[MATERIAL FOR THE TASK]

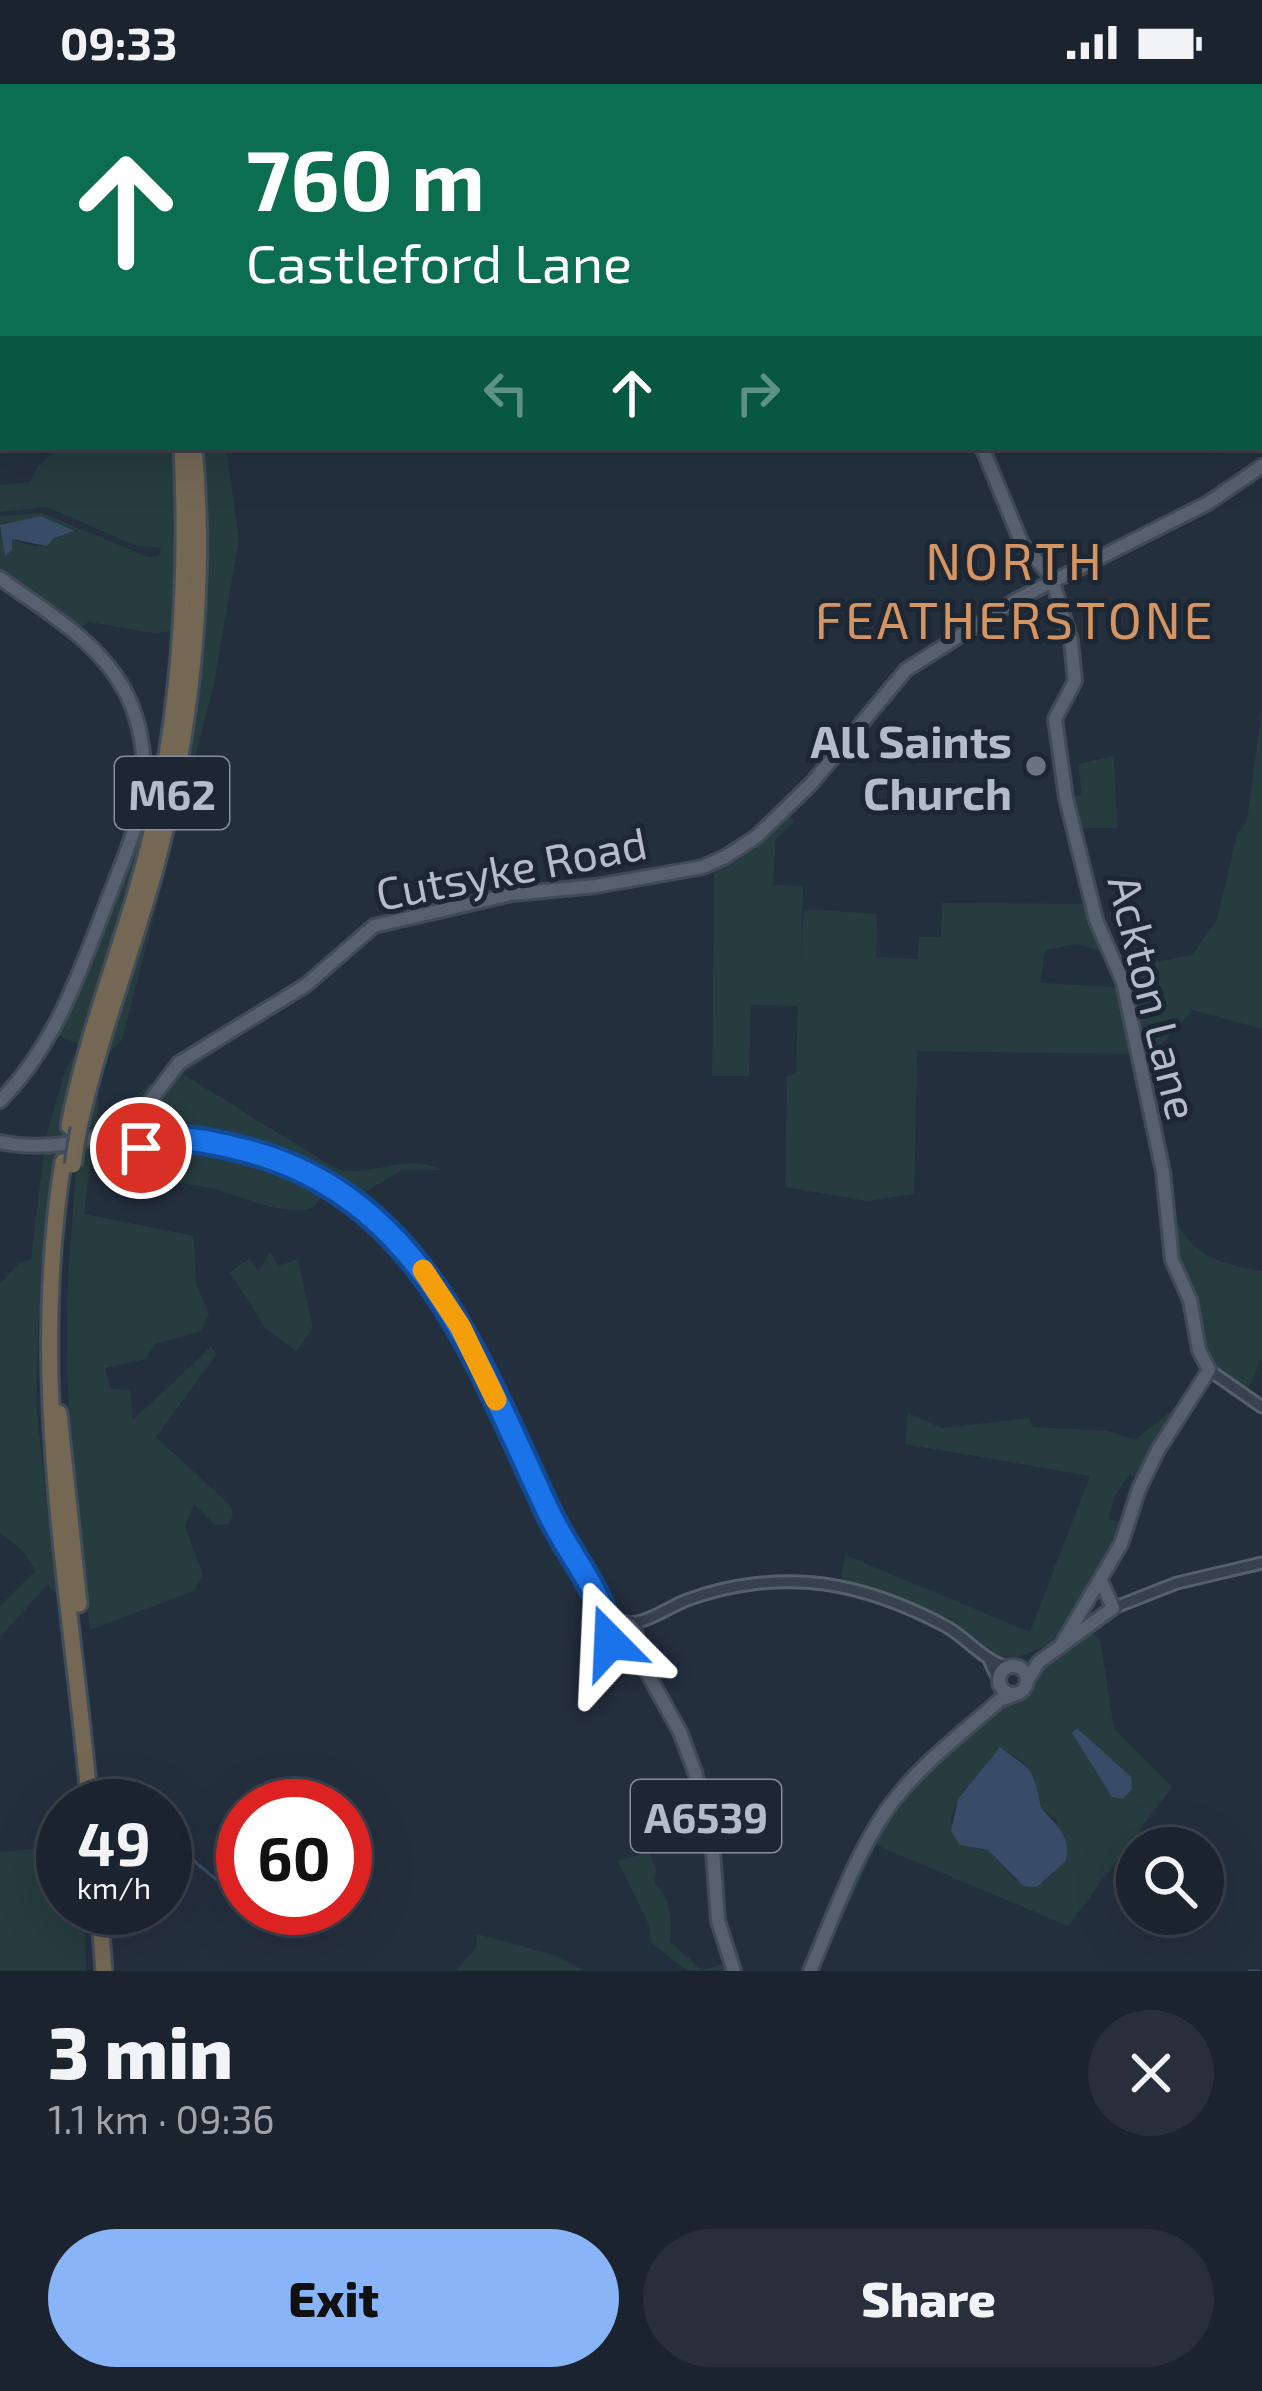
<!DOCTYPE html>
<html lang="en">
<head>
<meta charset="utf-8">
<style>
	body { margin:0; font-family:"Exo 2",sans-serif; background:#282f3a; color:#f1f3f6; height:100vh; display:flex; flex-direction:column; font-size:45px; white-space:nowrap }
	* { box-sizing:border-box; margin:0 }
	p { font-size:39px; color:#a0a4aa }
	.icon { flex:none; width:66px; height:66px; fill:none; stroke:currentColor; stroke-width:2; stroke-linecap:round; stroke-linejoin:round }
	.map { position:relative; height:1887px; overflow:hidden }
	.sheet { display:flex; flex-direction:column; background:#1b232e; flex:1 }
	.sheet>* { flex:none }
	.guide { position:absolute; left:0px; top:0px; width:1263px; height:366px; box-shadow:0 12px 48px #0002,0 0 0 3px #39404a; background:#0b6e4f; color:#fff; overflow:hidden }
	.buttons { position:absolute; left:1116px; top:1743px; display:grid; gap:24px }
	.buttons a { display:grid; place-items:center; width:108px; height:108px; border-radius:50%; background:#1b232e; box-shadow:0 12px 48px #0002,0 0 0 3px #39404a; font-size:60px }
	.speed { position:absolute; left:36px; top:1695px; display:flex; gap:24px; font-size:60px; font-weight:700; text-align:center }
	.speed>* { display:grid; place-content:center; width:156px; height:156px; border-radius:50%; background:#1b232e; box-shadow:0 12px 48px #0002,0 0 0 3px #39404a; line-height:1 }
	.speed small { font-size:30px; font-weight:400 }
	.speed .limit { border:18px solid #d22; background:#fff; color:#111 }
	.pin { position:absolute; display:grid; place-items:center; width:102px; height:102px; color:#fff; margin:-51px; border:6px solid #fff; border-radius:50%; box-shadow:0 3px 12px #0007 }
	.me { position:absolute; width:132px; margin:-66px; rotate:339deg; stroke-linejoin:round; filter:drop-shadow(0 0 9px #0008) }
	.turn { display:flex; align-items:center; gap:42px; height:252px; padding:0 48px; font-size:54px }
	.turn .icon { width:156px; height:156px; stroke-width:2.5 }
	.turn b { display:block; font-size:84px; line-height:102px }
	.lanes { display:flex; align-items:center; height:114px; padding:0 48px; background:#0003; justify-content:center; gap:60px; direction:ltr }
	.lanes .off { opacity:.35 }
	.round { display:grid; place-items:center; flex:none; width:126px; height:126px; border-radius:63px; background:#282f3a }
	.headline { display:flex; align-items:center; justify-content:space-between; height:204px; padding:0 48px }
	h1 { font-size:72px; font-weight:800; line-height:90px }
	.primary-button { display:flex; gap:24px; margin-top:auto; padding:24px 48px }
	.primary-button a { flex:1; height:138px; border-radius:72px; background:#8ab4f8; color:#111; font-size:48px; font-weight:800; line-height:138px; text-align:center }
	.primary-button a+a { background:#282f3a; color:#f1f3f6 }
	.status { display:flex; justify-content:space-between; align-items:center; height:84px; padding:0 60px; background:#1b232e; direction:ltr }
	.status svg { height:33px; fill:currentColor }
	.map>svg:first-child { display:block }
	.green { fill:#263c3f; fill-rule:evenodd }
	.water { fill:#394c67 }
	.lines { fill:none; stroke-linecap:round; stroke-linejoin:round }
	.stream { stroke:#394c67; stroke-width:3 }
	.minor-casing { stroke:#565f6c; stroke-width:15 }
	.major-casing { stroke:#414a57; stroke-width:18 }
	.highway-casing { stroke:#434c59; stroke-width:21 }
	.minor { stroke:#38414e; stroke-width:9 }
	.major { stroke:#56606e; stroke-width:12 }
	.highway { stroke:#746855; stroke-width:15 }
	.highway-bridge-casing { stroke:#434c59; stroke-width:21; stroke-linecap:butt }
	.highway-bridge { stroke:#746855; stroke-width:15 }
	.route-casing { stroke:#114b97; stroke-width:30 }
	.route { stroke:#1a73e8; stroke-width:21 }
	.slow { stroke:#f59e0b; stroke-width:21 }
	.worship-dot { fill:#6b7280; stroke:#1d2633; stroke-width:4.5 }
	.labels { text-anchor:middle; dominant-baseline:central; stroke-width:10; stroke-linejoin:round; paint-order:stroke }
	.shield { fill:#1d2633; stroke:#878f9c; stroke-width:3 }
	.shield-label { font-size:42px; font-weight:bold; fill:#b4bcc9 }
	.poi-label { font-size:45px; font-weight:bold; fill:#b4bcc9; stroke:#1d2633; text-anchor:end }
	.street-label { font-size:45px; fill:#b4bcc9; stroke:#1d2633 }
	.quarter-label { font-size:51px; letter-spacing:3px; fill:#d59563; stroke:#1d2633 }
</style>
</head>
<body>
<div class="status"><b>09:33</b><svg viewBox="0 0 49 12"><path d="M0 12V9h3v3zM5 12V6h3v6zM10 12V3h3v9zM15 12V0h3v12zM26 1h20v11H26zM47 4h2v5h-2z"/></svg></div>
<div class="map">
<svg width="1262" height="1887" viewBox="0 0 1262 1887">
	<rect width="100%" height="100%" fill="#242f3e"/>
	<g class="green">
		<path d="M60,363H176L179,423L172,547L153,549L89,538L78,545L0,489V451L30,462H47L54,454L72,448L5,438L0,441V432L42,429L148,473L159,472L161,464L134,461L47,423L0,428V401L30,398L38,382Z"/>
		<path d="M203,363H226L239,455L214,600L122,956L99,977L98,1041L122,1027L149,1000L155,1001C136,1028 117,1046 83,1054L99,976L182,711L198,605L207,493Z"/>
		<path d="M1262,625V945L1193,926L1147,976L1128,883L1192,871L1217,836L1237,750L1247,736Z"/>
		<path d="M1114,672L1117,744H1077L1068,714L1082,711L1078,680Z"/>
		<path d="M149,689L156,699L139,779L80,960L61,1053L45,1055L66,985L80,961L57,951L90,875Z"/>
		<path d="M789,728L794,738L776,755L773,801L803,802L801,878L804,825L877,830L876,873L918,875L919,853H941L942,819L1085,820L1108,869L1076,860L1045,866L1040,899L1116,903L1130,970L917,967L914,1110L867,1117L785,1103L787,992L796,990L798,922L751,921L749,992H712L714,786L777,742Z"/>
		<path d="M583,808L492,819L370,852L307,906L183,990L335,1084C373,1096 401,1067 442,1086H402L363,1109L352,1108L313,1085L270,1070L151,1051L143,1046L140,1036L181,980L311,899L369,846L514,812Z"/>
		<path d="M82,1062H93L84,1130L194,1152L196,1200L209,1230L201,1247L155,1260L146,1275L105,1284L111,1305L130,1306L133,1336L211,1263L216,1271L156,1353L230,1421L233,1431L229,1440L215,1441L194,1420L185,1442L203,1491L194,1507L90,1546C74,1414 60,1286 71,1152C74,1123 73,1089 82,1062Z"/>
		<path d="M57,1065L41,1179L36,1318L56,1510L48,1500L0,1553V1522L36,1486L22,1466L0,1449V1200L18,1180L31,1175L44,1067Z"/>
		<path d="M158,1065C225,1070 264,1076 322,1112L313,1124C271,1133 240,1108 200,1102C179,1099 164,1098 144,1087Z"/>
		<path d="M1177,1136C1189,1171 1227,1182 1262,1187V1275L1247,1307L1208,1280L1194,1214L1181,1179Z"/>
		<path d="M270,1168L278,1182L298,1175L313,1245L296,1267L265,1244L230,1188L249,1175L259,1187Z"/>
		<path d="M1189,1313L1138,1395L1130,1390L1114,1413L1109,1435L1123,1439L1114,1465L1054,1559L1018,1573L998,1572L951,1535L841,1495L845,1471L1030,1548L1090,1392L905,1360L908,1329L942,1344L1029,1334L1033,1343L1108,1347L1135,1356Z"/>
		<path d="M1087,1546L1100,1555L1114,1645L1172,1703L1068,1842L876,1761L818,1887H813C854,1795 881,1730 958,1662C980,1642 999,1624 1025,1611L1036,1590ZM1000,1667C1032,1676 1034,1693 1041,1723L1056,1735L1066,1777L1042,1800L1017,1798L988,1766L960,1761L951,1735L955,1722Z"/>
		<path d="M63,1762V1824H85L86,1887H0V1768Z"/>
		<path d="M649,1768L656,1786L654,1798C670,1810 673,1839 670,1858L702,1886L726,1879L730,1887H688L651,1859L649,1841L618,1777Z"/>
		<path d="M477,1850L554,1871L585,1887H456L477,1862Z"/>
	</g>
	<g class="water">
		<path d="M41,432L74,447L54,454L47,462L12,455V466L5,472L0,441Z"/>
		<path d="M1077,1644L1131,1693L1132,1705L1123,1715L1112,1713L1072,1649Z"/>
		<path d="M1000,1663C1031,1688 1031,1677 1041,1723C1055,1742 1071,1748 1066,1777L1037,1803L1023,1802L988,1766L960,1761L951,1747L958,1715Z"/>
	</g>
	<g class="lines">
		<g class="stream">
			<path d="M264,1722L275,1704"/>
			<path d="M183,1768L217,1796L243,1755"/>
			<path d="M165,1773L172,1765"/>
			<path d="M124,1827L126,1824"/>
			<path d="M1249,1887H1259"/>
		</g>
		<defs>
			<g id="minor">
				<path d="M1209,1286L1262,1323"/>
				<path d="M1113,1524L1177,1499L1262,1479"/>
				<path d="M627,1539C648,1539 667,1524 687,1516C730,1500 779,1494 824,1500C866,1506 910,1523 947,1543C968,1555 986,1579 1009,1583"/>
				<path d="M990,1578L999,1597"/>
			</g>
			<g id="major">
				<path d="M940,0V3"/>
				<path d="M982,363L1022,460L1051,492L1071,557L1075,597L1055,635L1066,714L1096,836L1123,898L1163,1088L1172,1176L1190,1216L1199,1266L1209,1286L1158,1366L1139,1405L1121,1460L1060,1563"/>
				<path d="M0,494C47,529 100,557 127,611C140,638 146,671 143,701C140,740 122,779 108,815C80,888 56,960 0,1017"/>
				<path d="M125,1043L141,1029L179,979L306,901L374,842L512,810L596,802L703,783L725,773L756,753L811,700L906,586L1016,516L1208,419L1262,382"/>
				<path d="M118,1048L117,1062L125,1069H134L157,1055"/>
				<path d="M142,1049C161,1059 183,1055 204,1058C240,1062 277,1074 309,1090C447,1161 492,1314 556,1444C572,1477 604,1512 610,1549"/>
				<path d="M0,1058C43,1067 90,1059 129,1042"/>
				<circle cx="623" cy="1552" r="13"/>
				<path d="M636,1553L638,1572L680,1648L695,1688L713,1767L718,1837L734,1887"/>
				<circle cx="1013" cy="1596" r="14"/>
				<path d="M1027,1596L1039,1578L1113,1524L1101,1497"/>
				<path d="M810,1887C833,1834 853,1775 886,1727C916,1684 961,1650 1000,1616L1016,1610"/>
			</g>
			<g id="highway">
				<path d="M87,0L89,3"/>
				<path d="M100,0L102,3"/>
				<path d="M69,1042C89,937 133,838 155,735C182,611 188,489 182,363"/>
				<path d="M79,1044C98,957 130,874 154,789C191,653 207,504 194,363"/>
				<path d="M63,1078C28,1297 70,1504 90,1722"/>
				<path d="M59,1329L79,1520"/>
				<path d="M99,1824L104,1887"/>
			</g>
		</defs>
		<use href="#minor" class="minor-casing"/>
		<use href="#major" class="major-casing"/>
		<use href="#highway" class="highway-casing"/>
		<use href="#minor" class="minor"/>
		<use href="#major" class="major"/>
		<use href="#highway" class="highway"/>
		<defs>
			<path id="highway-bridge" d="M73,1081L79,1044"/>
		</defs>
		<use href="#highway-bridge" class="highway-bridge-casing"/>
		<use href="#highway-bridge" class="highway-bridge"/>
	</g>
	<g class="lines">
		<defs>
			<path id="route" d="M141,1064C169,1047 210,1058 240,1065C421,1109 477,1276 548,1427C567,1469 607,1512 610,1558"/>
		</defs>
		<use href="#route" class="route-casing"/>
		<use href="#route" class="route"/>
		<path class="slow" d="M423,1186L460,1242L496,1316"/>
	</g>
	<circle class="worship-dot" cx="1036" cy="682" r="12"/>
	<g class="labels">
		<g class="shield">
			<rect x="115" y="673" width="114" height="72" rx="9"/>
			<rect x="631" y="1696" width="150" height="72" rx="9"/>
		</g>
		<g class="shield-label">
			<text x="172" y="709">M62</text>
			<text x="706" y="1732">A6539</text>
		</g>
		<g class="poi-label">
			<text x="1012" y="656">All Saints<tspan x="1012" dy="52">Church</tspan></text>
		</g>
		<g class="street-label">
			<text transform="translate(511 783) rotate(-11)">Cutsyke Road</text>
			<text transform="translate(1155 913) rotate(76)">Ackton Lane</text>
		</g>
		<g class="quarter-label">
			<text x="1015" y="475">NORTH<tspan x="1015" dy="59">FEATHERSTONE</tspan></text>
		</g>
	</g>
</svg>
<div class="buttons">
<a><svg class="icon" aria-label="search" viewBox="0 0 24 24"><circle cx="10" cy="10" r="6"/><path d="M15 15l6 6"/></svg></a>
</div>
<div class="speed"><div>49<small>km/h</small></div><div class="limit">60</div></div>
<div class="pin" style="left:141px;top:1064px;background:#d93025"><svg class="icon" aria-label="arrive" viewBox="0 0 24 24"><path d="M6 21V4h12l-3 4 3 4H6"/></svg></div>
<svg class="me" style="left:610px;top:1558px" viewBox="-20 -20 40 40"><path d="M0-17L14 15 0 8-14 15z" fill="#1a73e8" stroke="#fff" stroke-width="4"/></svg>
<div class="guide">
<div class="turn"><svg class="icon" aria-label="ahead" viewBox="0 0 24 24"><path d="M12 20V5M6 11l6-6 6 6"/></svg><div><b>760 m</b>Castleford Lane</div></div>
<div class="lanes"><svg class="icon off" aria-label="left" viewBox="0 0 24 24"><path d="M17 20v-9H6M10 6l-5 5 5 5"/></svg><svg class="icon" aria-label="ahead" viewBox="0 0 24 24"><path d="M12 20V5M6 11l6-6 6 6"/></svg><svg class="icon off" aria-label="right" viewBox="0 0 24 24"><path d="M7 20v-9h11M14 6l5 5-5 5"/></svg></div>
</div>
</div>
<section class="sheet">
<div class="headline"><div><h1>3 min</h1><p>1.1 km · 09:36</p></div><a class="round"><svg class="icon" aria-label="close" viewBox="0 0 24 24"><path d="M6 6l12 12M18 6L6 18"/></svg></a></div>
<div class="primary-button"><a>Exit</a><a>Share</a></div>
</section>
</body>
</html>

[/MATERIAL FOR THE TASK]

WHAT IS NEEDED » Nothing but a number is wanted here: the count of lines in the listing with the word "speed".

ANSWER TO THE PROBLEM » 5